Venezuela: Ein Fotograf auf seiner Mission
Der Fotograf Ivan Reyes hält den Aufstand der Venezolaner gegen ihre Regierung in Bildern fest. Die DW hat mit ihm über seine Arbeit gesprochen.
Journalismus aus Not
"Ich hatte erst ein Jahr als Journalist gearbeitet, als die Proteste im Februar 2014 ausbrachen. Seitdem sind viele unabhängige Medien entstanden - weil die Regierung die etablierten Medien zensiert. So bin ich Foto-Reporter geworden", erzählt Ivan Reyes. Die neue Protestwelle, die seit Ende März 2017 anhält, hat er Tag für Tag in Bildern festgehalten.
Willkommen in der Steinzeit
Der Entscheid des Obersten Gerichtshofs, oppositionellen Parlamentariern die Immunität zu entziehen, hat die Protestwelle ausgelöst, die das Land seit März in Atem hält. Obwohl die Proteste zunächst friedlich verliefen, begannen Regierungskräfte Steine auf die Demonstranten zu werfen: "Wirklich, man hat den Polizisten Steine gegeben!
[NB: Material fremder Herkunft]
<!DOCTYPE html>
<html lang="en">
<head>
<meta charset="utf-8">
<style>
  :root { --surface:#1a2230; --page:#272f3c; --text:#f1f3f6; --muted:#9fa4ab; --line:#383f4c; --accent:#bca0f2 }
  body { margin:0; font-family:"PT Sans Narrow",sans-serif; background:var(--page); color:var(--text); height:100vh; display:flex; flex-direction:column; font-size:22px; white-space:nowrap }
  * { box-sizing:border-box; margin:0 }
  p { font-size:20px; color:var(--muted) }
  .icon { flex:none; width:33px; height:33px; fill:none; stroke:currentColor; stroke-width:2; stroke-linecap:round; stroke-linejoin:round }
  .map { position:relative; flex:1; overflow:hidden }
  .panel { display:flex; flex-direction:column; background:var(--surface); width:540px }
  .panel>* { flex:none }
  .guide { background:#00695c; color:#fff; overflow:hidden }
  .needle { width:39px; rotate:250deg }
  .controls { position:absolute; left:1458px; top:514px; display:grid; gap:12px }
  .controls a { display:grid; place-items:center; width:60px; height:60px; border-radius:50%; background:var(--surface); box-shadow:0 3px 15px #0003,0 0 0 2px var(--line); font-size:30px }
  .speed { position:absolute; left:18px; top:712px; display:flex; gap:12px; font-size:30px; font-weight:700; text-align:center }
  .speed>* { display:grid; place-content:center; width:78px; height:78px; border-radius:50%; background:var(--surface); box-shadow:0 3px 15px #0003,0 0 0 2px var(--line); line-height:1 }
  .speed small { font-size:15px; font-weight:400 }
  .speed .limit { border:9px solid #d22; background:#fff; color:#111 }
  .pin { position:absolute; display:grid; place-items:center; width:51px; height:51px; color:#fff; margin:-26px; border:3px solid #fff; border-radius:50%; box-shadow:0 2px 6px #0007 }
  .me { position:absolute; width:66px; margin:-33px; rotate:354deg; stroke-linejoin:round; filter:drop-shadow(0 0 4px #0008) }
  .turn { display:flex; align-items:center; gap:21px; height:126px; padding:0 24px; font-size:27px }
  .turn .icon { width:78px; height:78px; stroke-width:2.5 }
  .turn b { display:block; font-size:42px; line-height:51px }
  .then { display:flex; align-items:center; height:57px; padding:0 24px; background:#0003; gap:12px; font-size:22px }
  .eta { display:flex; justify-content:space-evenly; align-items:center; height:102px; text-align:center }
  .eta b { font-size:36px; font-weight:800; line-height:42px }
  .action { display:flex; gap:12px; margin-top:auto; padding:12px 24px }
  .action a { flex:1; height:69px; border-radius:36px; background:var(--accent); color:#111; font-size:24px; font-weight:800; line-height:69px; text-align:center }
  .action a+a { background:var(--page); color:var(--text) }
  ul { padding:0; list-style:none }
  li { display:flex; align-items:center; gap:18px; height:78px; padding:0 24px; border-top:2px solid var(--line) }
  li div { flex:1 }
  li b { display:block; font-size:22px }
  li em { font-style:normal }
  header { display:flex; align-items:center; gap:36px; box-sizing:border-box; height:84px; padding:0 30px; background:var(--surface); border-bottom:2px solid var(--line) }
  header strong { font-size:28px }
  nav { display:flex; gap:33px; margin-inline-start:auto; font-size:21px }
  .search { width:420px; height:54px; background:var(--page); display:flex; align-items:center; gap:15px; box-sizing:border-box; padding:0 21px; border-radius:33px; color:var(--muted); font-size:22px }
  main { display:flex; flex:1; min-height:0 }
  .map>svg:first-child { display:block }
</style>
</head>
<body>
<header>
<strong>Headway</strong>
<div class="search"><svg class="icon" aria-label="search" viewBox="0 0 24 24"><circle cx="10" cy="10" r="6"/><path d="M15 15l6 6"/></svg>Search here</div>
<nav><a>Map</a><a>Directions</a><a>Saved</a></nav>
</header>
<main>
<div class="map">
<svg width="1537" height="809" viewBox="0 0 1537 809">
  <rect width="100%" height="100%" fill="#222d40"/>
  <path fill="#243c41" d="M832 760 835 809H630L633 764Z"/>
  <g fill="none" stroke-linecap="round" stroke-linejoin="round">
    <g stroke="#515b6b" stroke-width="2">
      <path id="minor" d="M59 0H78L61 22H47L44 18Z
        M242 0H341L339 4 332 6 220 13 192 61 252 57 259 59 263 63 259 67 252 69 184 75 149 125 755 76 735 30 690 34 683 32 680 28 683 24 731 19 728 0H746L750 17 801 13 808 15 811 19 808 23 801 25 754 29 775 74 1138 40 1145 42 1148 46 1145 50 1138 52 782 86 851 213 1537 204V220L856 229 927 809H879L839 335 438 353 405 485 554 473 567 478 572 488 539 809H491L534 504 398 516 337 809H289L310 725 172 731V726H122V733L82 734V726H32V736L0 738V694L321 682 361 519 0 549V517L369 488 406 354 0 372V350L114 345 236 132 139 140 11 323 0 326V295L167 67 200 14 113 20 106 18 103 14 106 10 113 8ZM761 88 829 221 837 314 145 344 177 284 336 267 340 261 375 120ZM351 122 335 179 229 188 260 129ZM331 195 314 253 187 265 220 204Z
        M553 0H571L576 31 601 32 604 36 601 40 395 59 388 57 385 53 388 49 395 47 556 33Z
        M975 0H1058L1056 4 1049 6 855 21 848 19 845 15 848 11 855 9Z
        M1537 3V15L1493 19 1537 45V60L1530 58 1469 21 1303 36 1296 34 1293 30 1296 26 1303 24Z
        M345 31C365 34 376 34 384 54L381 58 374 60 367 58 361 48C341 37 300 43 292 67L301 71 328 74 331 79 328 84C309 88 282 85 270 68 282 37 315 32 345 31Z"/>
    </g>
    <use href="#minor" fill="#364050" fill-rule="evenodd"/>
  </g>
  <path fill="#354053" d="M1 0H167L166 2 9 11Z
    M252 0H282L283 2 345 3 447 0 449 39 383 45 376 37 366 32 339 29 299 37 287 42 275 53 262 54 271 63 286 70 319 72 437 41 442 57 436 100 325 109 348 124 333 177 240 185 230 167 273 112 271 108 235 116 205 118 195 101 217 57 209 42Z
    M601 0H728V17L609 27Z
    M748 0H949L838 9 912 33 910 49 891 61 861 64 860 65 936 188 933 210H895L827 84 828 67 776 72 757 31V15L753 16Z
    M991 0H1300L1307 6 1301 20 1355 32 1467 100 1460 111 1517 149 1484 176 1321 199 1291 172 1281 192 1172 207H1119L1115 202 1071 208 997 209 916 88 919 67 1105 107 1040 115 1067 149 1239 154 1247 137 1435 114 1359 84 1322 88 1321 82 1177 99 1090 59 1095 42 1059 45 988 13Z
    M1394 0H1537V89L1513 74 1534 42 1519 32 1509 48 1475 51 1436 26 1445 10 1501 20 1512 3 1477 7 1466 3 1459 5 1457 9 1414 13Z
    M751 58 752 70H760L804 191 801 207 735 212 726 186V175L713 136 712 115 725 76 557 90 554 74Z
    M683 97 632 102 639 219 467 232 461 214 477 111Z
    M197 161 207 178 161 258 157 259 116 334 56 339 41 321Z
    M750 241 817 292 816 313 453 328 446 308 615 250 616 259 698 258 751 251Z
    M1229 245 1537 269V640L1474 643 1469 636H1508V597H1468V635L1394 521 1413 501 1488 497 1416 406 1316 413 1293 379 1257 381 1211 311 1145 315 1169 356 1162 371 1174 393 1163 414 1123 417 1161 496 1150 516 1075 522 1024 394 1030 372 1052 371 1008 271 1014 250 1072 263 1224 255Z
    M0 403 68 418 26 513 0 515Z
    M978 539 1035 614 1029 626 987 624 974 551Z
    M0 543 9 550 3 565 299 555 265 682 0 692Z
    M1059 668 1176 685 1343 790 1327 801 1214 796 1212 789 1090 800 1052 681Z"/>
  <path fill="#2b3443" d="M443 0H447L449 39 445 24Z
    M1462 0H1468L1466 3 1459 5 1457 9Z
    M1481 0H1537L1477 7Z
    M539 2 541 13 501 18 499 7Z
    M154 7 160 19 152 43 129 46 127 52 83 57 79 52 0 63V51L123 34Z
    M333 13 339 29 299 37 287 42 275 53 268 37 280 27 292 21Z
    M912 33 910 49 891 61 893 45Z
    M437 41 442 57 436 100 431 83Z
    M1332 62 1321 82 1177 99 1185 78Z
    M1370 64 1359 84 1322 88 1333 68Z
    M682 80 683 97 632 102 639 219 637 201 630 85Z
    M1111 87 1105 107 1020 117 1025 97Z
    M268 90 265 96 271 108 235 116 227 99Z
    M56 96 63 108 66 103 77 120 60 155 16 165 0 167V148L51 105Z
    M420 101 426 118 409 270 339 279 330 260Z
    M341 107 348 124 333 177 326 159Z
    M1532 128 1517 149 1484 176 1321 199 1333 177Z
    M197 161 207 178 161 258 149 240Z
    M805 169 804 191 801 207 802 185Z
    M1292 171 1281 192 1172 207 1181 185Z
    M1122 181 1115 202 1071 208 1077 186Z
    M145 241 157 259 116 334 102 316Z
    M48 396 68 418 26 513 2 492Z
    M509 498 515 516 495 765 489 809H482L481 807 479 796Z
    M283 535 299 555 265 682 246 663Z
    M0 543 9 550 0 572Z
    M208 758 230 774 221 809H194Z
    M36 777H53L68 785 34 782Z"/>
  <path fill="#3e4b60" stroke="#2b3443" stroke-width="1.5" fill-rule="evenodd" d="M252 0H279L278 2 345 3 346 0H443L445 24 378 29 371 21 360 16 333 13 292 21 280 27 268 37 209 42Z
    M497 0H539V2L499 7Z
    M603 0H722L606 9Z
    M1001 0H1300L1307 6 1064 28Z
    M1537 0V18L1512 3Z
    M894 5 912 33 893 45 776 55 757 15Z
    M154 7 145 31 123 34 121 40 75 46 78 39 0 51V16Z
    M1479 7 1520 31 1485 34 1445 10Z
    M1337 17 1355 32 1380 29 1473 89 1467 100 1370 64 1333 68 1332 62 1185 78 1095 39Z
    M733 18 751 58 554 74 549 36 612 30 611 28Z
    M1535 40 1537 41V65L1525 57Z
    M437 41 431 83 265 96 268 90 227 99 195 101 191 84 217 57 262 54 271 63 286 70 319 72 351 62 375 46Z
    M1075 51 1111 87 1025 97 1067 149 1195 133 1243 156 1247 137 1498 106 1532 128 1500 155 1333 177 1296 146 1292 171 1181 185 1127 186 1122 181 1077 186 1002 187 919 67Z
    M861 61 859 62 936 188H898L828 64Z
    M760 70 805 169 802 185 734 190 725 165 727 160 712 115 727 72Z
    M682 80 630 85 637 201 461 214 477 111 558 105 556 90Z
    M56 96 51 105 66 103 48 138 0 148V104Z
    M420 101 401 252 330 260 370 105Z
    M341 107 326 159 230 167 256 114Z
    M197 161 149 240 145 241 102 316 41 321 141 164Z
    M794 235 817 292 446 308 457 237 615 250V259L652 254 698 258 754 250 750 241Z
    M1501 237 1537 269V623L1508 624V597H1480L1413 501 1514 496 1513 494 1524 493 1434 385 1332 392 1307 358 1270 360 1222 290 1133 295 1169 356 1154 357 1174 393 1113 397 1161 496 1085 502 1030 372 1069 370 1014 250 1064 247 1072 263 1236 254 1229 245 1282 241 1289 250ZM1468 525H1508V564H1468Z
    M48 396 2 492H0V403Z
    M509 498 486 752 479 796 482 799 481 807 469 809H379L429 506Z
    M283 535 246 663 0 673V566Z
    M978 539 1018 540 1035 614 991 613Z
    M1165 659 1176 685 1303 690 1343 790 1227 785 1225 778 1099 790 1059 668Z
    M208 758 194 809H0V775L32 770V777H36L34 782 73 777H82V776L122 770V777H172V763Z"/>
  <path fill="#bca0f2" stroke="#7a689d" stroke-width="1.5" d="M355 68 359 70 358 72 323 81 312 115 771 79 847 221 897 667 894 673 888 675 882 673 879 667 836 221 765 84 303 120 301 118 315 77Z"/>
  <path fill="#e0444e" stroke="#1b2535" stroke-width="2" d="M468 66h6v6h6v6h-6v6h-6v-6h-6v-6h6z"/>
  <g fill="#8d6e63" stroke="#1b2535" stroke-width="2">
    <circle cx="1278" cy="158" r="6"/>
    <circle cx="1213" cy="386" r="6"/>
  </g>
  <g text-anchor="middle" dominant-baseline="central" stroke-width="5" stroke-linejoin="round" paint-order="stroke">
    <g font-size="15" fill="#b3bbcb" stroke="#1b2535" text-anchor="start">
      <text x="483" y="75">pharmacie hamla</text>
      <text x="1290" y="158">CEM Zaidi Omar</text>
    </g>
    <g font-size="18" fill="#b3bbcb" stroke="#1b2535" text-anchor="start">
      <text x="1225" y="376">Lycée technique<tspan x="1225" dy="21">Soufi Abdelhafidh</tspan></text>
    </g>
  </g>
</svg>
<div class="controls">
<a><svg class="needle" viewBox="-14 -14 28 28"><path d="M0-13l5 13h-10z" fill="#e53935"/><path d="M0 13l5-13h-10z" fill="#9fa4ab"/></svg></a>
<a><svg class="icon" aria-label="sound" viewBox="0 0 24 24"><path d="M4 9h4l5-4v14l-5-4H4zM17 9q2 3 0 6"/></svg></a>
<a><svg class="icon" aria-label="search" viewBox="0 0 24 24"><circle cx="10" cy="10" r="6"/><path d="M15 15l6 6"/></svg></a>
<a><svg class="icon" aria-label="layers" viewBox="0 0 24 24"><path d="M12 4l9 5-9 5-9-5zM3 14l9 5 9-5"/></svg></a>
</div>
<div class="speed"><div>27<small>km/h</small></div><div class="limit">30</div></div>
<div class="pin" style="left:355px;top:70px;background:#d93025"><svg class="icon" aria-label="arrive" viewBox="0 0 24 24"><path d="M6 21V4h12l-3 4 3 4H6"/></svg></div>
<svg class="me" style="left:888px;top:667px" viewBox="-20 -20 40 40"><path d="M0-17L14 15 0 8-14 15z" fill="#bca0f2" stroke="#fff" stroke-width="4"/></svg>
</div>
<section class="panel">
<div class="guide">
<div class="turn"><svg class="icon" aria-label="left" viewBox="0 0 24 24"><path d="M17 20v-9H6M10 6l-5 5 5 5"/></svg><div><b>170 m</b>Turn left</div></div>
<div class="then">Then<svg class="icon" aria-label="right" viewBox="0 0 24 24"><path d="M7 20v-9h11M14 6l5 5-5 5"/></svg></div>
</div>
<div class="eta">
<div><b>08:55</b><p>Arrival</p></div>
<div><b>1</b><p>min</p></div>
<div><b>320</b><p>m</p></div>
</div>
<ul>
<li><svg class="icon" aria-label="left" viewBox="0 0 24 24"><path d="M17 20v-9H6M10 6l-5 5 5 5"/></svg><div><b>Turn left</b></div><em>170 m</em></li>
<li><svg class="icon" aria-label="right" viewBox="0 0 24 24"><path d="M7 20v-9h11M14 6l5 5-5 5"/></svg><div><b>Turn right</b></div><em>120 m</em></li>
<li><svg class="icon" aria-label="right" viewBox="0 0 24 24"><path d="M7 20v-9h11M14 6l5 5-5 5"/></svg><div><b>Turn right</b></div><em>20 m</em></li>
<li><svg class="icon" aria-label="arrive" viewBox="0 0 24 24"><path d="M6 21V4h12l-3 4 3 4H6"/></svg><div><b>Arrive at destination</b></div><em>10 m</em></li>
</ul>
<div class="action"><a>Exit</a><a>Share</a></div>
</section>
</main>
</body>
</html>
Dieser Mann wurde am 4. April von einem getroffen", sagt Reyes.
Gegen internationale Gesetze
Jeden Tag gibt es irgendwo in der Hauptstadt Caracas Demonstrationen. Viele enden an den großen Ausfallstraßen. Diese Polizisten auf einem Highway schießen Tränengasgranaten mitten zwischen die Demonstranten. "Die Granaten müssen nach internationalen Gesetzen über die Köpfe der Menschen fliegen. Aber oft werden sie waagerecht in die Menge gefeuert."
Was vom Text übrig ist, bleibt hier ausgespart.